[jira] [Commented] (OAK-2807) Improve getSize performance for public content

2015-06-18 Thread angela (JIRA)

[ 
https://issues.apache.org/jira/browse/OAK-2807?page=com.atlassian.jira.plugin.system.issuetabpanels:comment-tabpanelfocusedCommentId=14591761#comment-14591761
 ] 

angela commented on OAK-2807:
-

hi michael

{quote}
There is a very common special case: content (a subtree) that is readable by 
everyone (anonymous). 
{quote}

unfortunately it only looks like being readable to everyone because the 
access-checks will filter out all 'meta' data that is not readable. it's only 
the 'regular' content that is readable. special things like e.g. the policy 
that opens up the read-access for everyone is not world-readable, nor are other 
special data like e.g. analytics data.

{quote}
If we mark an index on that subtree as readable by everyone on index creation 
then we could skip ACL check on the result set or precompute/cache certain 
query results.
{quote}

the problem is that you don't know if it is really readable by everyone for the 
following reasons:
- any policy _above_ your target tree denying access for a  user-principal will 
take precedence
- any policy _below_ (e.g.

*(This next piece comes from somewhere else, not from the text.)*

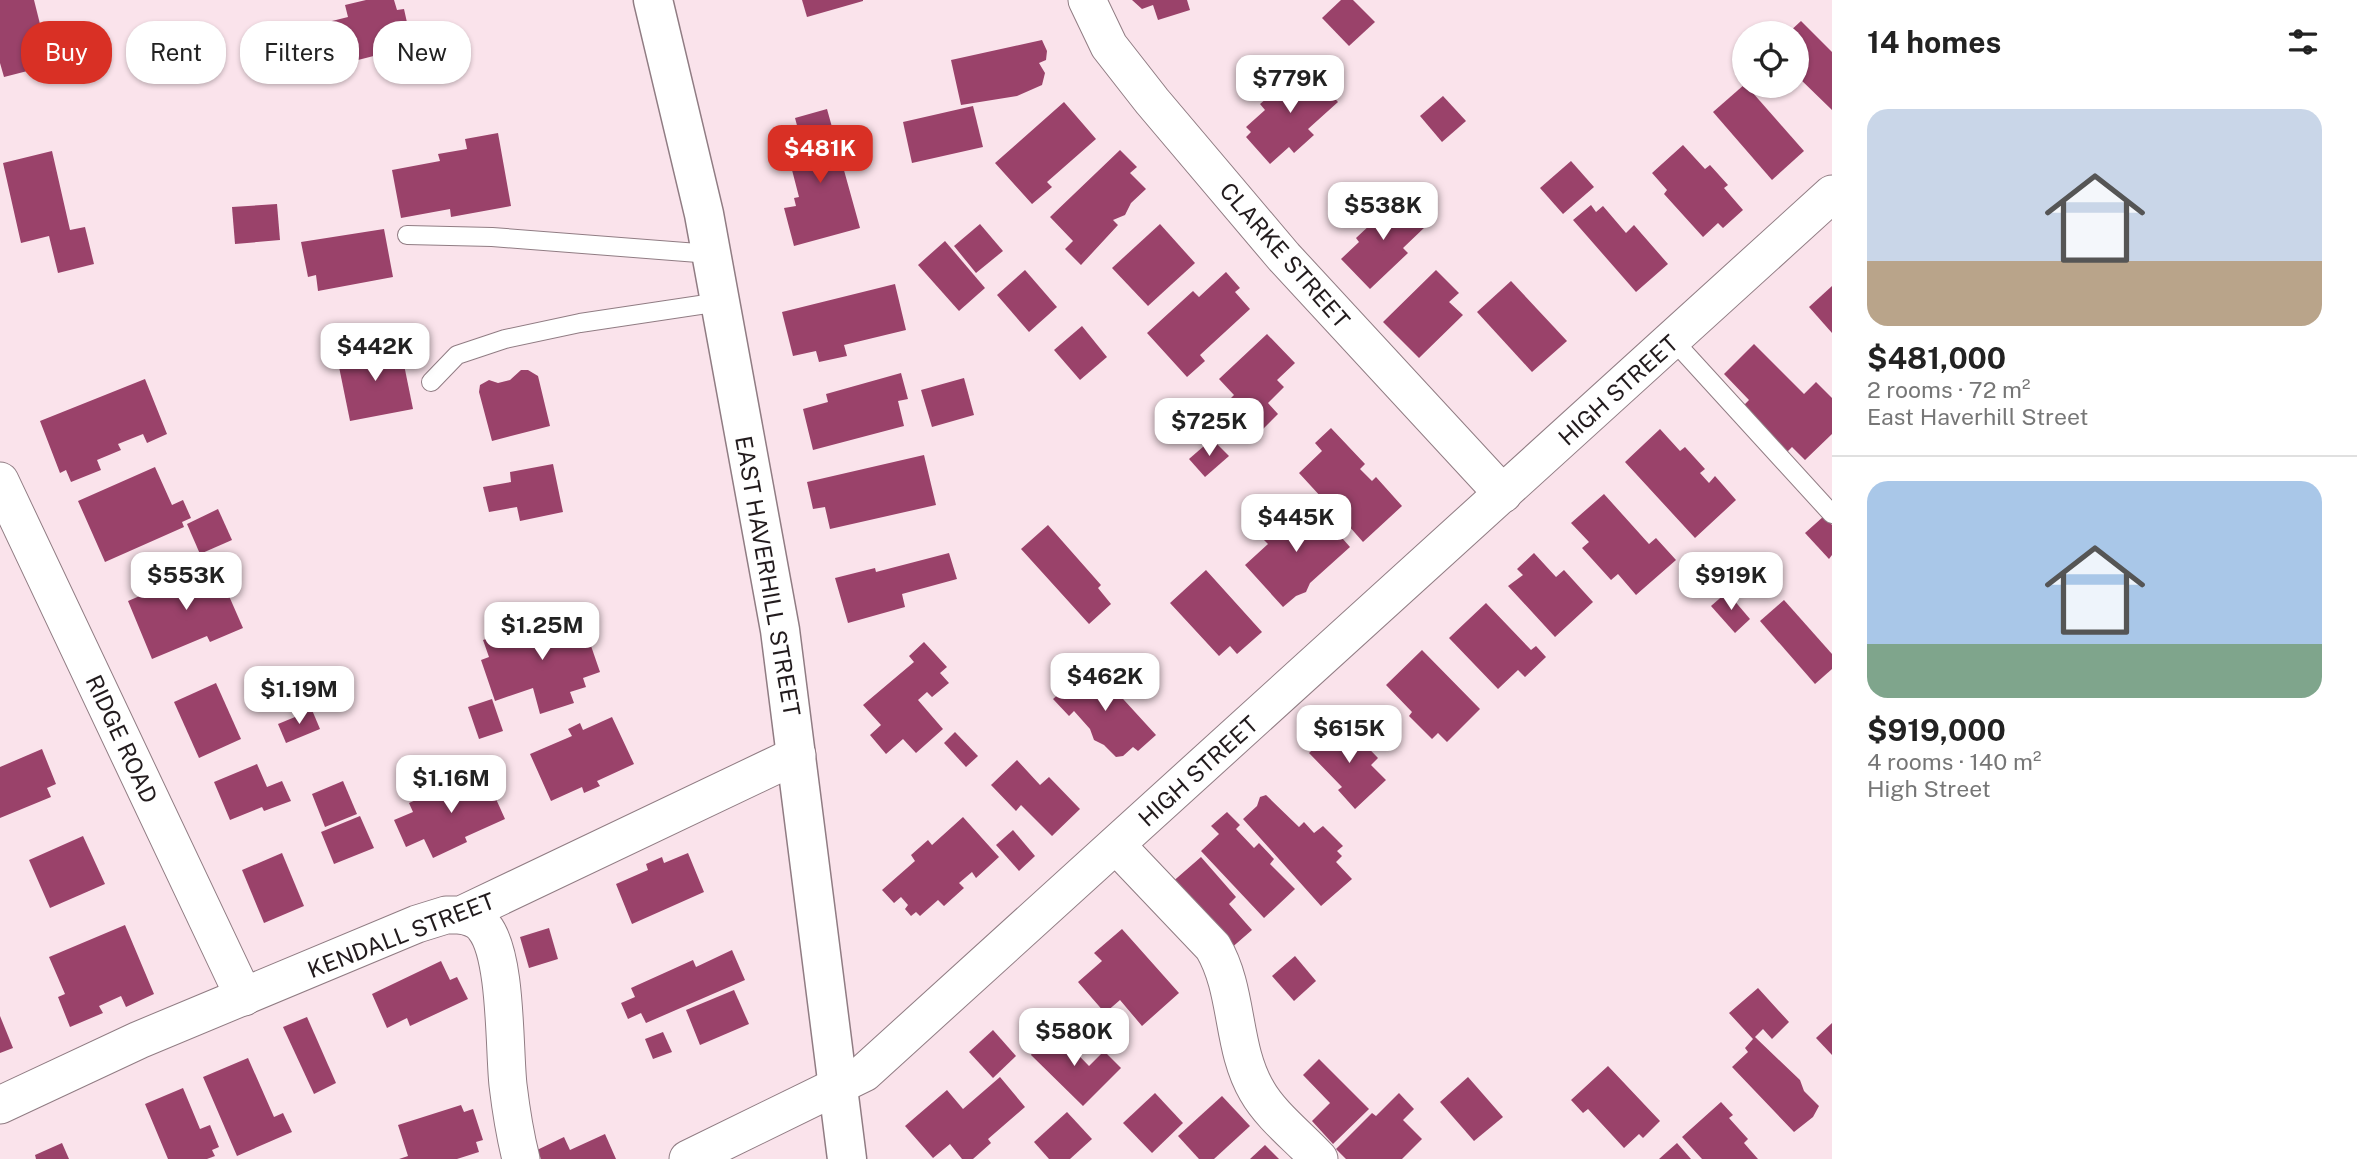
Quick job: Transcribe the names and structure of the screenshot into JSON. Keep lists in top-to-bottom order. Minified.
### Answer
{"streets":{"main road":["EAST HAVERHILL STREET"],"street":["CLARKE STREET","HIGH STREET","RIDGE ROAD","KENDALL STREET"]},"crossings":[["CLARKE STREET","HIGH STREET"],["HIGH STREET","EAST HAVERHILL STREET"],["EAST HAVERHILL STREET","KENDALL STREET"],["RIDGE ROAD","KENDALL STREET"]],"page":{"heading":"14 homes","chip":["Buy","Rent","Filters","New"],"price":["$779K","$481K","$538K","$442K","$725K","$445K","$553K","$919K","$1.25M","$462K","$1.19M","$615K","$1.16M","$580K"],"list":[{"name":"$481,000","note":"2 rooms · 72 m² · East Haverhill Street"},{"name":"$919,000","note":"4 rooms · 140 m² · High Street"}]}}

CUG) that looks down access again will make your 
test for 'readable by everyone' become wrong
- with OAK-1268 and having the latter covered by dedicated policies looking a 
given implementation of {{AccessControlPolicy}} and {{AccessControlEntry}} will 
no longer reflect the complete picture
- with OAK-2008 the permission evaluation will become a multiplexing one and 
there will be simple shortcut to determine 
'readable-for-everyone-for-the-whole-subtree' any more (if it ever was 
possible).
- {{TreePermissions.canReadAll()}} is already intended to provide exact the 
short-cut you are proposing and the reason why this only returns {{true}} for 
the administrative access is, that i didn't see a scalable way to predict this!

{quote}
In order to avoid information leakage the index would have to be marked 
invalid as soon as one node in that sub-tree is not readable by everyone 
anymore. (could be checked through a commit hook)
{quote}

if that was _really_ feasible... why not... but so far i don't see how this 
would work reliably for _every_ combination of principals. 
as you can see in {{TreePermission}} I added this shortcut because I thought 
that it might be doable but so far I didn't find a solution for this except 
for the the trivial case.

{quote}
Maybe this concept could even be generalized later to work with other 
principals than everyone.
{quote}

the problem is not _everyone_ versus some other principals... if we have a 
concept that _really_ works, it doesn't matter on whether it's everyone or some 
other principal.

btw: the same suggestion has been made by david ages ago, because he just made 
the same assumptions that this is easy to achieve. but unfortunately it's not 
if you look at it from a repository point of view and not from a demo-hack 
point of view.

kind regards
angela

 Improve getSize performance for public content
 

 Key: OAK-2807
 URL: https://issues.apache.org/jira/browse/OAK-2807
 Project: Jackrabbit Oak
  Issue Type: Improvement
  Components: query, security
Affects Versions: 1.0.13, 1.2
Reporter: Michael Marth

 Certain operations in the query engine like getting the size of a result set 
 or facets are expensive to compute due to the fact that ACLs need to be 
 computed on the entire result set. This issue is to discuss an idea how we 
 could improve this:
 There is a very common special case: content (a subtree) that is readable by 
 everyone (anonymous). If we mark an index on that subtree as readable by 
 everyone on index creation then we could skip ACL check on the result set or 
  precompute/cache certain query results.
 In order to avoid information leakage the index would have to be marked 
 invalid as soon as one node in that sub-tree is not readable by everyone 
 anymore. (could be checked through a commit hook)
 Maybe this concept could even be generalized later to work with other 
 principals than everyone.
 Just an idea - feel free to poke holes and shoot it down :)



--
This message was sent by Atlassian JIRA
(v6.3.4#6332)


[jira] [Commented] (OAK-2807) Improve getSize performance for public content

2015-05-14 Thread Davide Giannella (JIRA)

[ 
https://issues.apache.org/jira/browse/OAK-2807?page=com.atlassian.jira.plugin.system.issuetabpanels:comment-tabpanelfocusedCommentId=14543465#comment-14543465
 ] 

Davide Giannella commented on OAK-2807:
---

I like the idea but as of now I don't know how to easily/cleanly solve
it. Unfortunately the JCR API don't allow the {{count()}} function in
query so we have to rely on the Iterator implementation.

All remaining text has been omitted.